Work instruction:
Scan the lines below for the string "Ángel" and copy every one that has it.

Material to process:
========
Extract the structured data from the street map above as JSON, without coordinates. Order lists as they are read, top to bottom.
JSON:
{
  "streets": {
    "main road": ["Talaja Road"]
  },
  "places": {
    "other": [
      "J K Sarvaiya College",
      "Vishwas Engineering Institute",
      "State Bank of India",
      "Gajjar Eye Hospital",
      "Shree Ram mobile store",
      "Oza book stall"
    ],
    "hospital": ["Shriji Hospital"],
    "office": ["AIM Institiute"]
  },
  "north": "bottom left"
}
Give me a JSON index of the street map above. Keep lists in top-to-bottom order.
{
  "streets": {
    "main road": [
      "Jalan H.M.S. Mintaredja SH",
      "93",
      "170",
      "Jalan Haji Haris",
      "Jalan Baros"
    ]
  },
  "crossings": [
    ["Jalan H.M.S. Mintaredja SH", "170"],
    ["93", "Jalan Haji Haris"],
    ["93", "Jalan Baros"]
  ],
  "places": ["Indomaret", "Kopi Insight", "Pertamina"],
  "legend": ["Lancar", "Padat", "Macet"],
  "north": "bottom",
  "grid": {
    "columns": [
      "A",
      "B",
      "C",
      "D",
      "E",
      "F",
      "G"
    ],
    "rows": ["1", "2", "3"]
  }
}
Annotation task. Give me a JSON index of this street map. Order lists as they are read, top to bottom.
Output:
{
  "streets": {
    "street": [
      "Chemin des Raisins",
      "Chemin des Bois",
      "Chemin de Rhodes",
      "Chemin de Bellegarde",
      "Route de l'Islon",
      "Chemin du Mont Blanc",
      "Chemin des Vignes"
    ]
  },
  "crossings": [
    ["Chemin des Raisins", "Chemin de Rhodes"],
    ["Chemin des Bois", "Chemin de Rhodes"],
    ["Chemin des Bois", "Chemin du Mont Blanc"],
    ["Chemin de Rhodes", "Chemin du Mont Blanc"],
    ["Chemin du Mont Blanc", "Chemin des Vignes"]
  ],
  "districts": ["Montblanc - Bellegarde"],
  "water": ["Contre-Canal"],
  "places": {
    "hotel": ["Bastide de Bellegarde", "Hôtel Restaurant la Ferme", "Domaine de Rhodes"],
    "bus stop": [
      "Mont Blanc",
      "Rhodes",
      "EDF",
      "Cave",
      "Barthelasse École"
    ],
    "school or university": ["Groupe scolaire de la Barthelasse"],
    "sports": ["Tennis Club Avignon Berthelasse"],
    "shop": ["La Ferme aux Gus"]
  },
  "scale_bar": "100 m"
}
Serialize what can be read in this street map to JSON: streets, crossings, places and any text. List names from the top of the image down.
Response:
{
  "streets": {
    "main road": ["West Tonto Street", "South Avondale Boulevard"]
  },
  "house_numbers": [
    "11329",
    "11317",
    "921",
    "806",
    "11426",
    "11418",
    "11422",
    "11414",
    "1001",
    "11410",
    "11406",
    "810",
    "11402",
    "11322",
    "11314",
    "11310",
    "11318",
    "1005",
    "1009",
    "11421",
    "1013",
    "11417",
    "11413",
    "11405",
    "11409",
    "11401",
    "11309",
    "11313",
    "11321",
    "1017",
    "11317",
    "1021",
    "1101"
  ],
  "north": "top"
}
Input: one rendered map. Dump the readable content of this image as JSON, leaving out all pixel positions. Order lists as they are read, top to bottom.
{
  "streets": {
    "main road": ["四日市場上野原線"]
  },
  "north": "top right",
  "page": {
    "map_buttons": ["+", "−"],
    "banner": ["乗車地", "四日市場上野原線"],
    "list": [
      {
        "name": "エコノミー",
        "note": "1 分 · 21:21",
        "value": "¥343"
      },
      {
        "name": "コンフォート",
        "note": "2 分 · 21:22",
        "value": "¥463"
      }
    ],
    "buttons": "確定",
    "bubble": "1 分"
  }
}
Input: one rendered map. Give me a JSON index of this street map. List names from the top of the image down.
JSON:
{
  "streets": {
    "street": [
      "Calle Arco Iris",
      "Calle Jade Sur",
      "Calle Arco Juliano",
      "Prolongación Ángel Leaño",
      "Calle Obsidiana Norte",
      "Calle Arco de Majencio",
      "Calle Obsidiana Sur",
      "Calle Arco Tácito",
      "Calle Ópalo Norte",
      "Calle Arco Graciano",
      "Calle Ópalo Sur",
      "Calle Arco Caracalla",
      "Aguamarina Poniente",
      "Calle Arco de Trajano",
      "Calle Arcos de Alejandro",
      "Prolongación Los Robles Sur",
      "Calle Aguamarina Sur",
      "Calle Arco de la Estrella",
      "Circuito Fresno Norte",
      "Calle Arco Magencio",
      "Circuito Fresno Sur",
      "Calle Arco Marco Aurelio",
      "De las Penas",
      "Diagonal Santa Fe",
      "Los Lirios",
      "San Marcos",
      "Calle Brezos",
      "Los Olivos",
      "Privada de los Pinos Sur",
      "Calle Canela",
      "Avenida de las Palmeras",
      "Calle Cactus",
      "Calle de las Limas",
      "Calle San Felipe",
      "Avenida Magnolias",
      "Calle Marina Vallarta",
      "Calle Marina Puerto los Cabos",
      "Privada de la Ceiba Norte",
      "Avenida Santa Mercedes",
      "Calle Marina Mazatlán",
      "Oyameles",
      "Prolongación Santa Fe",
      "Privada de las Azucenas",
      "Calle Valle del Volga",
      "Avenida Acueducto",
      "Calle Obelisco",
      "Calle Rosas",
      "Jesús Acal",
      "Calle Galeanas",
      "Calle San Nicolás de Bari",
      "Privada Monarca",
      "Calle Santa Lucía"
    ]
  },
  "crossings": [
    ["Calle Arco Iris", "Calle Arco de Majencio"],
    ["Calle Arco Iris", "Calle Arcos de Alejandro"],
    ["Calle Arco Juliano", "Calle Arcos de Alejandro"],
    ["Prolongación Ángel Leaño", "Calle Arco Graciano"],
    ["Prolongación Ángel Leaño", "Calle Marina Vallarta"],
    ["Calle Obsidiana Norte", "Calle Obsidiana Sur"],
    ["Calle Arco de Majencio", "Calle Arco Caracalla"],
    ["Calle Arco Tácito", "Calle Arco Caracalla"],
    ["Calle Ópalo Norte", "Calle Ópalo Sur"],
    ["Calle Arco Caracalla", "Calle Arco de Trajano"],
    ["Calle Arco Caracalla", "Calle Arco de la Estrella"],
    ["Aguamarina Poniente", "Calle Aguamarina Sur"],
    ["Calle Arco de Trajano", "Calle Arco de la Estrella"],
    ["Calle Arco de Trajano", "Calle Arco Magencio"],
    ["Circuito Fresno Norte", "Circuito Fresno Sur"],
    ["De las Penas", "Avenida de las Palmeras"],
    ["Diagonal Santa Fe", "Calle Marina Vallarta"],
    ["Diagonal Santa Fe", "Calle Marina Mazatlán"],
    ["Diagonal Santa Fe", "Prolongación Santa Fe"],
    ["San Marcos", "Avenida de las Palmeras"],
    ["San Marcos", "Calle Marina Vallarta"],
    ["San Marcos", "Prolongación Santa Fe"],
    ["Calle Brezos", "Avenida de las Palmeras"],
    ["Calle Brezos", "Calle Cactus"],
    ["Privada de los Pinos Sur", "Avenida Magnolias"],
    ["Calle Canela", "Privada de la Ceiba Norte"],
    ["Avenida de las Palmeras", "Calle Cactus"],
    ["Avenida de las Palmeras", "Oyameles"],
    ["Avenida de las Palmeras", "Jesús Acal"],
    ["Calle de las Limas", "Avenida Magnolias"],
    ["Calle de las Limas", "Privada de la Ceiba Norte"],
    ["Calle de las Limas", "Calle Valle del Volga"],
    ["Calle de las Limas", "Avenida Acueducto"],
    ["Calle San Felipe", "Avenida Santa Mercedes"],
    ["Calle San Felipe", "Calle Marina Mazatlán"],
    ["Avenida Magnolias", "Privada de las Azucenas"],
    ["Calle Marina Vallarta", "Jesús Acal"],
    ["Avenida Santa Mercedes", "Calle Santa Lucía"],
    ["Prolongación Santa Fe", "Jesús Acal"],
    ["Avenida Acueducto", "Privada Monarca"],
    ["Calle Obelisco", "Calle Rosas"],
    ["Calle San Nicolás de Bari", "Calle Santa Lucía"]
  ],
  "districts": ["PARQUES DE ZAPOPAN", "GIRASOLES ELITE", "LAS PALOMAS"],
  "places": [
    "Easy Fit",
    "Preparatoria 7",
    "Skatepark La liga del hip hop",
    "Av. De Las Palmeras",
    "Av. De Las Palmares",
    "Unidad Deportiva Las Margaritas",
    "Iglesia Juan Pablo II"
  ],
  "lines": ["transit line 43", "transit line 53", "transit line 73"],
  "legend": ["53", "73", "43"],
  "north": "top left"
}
========
Response area:
      "Prolongación Ángel Leaño",
    ["Prolongación Ángel Leaño", "Calle Arco Graciano"],
    ["Prolongación Ángel Leaño", "Calle Marina Vallarta"],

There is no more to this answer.